((
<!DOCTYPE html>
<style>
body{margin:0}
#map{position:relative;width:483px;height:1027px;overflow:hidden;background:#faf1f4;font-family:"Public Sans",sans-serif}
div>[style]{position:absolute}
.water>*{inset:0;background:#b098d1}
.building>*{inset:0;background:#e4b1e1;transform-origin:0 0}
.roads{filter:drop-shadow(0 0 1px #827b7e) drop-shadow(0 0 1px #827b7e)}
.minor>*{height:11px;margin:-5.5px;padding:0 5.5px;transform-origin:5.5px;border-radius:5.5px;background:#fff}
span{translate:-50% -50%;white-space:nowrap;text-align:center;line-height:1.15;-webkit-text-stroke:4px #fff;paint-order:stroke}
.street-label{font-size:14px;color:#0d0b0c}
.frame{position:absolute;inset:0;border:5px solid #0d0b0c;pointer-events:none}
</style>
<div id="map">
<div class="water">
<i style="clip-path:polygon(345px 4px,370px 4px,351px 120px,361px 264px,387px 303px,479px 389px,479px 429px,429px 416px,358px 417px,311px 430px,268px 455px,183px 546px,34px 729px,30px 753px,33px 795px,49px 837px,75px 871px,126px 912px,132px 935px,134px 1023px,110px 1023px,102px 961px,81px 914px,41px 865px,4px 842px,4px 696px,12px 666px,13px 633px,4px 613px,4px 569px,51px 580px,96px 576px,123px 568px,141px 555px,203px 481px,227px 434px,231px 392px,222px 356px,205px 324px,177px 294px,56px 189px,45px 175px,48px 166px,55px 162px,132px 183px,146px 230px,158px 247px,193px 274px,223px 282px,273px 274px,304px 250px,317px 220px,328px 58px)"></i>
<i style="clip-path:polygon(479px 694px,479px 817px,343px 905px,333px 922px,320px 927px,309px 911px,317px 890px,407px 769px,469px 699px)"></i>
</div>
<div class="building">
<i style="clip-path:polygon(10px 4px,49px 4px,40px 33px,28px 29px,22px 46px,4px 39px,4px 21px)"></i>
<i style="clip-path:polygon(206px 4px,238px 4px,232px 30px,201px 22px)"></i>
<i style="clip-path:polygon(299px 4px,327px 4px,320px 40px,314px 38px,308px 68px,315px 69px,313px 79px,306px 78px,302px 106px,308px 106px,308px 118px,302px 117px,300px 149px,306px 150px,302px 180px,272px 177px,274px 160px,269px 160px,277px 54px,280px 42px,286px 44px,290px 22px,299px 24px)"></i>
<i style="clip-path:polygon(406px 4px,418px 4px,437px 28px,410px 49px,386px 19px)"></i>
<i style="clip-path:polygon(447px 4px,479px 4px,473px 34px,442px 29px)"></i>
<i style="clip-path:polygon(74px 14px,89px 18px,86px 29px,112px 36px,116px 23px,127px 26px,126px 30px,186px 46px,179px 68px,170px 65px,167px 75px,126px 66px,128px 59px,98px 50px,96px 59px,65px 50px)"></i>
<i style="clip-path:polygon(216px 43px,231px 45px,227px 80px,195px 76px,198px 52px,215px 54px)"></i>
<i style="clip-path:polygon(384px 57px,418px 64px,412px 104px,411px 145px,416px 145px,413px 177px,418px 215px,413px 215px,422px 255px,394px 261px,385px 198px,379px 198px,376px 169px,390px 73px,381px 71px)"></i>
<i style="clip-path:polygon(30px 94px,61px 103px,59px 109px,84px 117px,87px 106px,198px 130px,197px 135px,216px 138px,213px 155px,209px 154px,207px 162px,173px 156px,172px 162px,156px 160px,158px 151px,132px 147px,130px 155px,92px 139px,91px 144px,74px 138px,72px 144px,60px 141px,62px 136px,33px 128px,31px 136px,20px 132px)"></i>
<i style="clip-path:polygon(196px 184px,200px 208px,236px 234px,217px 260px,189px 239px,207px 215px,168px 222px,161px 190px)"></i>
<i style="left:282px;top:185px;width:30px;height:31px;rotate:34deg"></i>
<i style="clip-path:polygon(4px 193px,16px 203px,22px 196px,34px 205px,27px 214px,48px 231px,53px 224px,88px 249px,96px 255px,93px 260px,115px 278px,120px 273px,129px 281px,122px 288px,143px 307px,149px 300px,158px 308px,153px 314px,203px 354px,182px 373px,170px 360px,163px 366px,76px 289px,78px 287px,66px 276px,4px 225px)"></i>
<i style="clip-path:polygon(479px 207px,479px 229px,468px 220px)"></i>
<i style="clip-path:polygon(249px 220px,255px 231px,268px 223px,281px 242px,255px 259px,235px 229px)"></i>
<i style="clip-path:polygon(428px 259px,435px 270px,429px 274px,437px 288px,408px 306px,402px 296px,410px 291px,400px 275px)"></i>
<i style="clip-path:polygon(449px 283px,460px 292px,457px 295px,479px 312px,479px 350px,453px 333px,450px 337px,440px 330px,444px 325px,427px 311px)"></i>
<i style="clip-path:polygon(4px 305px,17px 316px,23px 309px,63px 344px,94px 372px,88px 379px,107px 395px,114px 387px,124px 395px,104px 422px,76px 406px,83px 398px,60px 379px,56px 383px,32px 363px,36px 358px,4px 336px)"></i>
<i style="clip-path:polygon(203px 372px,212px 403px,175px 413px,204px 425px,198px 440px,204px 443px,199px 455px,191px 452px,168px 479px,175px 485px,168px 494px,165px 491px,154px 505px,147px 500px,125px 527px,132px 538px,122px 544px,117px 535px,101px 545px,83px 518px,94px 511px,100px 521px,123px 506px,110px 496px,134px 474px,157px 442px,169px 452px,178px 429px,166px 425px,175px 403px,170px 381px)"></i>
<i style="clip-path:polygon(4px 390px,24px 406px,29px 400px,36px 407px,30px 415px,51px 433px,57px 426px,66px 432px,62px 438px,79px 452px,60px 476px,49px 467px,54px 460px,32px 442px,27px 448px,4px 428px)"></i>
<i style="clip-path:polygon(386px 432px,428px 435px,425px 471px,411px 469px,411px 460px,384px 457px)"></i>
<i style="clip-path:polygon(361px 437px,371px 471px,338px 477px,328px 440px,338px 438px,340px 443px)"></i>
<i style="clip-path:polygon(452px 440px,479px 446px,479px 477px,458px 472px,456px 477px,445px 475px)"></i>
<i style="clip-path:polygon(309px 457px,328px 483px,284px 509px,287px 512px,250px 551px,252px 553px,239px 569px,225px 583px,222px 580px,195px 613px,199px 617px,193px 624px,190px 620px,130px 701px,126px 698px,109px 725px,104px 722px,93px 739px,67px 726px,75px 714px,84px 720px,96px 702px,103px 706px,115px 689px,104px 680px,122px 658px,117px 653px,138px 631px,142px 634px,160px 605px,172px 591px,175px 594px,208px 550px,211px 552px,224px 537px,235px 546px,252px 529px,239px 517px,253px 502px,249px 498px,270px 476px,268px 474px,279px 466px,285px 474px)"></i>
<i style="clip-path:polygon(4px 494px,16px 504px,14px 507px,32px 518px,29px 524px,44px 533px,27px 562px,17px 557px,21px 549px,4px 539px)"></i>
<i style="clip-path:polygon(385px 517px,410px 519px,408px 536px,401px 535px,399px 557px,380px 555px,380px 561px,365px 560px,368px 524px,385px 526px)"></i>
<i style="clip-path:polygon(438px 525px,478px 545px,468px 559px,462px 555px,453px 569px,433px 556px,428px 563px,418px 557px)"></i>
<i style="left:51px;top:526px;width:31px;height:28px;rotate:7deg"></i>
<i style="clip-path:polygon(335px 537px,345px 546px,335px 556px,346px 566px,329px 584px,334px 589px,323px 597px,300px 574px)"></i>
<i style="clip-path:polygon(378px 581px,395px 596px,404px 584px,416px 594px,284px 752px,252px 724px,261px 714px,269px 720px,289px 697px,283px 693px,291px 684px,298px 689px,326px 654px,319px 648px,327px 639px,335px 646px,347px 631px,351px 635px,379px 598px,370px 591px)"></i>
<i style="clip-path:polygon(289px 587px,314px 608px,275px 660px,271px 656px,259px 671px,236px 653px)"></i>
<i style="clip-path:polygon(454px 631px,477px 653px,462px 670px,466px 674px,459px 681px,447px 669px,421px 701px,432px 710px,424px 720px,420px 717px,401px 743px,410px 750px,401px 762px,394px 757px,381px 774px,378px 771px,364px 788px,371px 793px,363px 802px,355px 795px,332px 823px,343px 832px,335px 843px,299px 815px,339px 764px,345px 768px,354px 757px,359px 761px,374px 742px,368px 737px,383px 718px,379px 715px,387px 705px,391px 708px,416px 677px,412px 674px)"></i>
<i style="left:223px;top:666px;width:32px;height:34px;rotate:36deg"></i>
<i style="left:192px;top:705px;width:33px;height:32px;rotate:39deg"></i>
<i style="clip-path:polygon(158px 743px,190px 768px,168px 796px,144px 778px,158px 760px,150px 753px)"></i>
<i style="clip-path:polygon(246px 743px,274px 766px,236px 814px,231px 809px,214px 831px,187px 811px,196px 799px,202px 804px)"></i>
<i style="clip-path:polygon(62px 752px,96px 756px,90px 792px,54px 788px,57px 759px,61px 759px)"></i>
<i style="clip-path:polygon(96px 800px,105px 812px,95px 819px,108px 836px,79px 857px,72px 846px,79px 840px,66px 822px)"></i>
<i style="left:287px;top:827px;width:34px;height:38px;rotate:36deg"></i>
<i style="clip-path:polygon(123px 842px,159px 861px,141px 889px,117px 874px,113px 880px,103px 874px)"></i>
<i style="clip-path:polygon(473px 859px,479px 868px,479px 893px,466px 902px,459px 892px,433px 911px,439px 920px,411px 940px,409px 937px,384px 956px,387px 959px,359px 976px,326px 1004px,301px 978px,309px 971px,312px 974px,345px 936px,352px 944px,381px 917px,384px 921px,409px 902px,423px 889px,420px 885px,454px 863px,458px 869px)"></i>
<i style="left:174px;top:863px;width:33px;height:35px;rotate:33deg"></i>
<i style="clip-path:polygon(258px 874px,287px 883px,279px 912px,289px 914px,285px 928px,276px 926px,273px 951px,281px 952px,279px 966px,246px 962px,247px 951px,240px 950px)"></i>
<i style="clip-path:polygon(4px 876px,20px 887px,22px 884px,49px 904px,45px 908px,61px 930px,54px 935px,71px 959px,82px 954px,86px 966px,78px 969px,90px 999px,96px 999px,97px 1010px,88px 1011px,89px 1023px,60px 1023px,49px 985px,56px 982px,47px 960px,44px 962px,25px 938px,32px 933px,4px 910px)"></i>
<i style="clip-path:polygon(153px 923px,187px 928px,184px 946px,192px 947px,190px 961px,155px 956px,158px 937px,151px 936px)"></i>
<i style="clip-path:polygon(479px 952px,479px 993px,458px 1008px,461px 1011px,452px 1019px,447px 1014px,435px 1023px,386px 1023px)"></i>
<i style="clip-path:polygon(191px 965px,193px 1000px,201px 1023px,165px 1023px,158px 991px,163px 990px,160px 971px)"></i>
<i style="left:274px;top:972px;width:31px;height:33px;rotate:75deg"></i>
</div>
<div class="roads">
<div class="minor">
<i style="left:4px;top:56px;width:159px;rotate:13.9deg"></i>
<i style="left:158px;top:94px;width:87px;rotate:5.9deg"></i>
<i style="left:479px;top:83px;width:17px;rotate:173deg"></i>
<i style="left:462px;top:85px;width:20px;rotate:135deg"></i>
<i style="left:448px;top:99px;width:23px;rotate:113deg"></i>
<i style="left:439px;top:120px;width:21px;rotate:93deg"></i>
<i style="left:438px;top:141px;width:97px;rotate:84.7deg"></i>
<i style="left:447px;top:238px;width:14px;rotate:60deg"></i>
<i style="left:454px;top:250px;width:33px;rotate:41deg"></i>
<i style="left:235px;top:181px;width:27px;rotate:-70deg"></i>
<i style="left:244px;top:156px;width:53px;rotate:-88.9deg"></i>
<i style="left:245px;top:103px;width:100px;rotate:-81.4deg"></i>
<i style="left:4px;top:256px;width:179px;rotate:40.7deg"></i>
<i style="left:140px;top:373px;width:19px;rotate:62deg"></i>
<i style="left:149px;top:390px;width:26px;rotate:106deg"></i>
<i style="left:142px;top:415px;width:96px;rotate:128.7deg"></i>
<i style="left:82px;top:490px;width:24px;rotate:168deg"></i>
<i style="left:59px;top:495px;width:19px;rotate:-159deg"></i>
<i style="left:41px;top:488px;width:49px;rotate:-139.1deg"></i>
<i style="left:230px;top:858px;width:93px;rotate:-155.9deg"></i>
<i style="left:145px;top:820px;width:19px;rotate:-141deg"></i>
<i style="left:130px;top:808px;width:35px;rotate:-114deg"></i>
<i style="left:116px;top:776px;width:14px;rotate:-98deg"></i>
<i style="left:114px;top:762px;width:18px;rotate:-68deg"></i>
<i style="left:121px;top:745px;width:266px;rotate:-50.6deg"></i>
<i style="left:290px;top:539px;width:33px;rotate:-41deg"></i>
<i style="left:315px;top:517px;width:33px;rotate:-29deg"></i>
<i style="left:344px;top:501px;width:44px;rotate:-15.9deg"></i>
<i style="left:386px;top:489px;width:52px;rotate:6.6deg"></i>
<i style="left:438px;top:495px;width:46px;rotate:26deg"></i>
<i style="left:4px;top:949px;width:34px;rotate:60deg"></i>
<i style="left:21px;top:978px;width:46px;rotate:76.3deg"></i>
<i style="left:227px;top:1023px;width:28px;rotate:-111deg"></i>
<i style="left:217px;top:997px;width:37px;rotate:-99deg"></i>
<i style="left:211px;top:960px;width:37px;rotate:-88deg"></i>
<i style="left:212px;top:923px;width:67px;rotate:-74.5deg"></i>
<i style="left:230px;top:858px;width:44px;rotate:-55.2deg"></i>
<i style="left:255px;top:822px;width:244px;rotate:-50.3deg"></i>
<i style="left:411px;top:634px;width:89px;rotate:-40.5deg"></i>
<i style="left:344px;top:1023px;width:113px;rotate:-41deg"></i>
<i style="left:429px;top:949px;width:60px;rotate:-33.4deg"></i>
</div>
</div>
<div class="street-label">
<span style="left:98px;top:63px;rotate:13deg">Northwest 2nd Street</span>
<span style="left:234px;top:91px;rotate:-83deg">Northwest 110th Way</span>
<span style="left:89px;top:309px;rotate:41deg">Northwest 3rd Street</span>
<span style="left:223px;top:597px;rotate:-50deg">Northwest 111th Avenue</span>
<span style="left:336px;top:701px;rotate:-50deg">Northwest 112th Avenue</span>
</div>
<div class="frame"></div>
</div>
))
What needs to be done: Each line holding the word "roads" must be pulled from the records.

Solved exercise:
.roads{filter:drop-shadow(0 0 1px #827b7e) drop-shadow(0 0 1px #827b7e)}
<div class="roads">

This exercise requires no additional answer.